(DATA PROVIDED Opens)
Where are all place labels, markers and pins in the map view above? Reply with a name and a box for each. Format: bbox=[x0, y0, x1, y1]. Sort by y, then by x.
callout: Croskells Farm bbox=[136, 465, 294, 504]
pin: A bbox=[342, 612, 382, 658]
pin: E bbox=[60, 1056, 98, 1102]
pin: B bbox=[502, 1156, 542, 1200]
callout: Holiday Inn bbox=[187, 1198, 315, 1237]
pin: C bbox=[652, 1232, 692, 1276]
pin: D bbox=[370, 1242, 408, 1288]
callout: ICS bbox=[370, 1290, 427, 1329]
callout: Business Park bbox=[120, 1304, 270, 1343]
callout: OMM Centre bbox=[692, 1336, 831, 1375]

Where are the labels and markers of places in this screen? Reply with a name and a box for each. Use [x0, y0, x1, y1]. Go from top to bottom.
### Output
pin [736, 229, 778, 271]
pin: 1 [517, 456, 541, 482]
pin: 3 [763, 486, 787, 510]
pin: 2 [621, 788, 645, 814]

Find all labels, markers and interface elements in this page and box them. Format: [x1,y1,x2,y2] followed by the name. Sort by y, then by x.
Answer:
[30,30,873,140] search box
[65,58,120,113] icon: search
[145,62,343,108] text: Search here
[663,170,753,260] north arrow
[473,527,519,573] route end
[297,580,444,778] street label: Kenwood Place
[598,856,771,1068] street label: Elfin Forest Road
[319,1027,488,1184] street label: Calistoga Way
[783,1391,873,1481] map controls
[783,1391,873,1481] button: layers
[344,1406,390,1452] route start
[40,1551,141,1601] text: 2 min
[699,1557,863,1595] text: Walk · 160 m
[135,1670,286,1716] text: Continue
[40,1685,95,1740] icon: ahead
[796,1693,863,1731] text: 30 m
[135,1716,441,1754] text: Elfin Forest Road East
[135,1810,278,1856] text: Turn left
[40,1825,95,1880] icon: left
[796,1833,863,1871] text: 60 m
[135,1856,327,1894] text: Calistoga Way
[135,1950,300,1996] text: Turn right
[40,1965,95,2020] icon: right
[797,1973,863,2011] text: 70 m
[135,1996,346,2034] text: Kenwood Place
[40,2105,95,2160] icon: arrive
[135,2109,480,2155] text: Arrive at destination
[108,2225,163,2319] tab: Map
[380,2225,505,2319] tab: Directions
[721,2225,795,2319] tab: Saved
(DATA PROVIDED Closes)
**TASK INSTRUCTIONS:** Please return every line of the records above that contains the word "this".

**TASK ANSWER:**
Where are the labels and markers of places in this screen? Reply with a name and a box for each. Use [x0, y0, x1, y1]. Go from top to bottom.
Find all labels, markers and interface elements in this page and box them. Format: [x1,y1,x2,y2] followed by the name. Sort by y, then by x.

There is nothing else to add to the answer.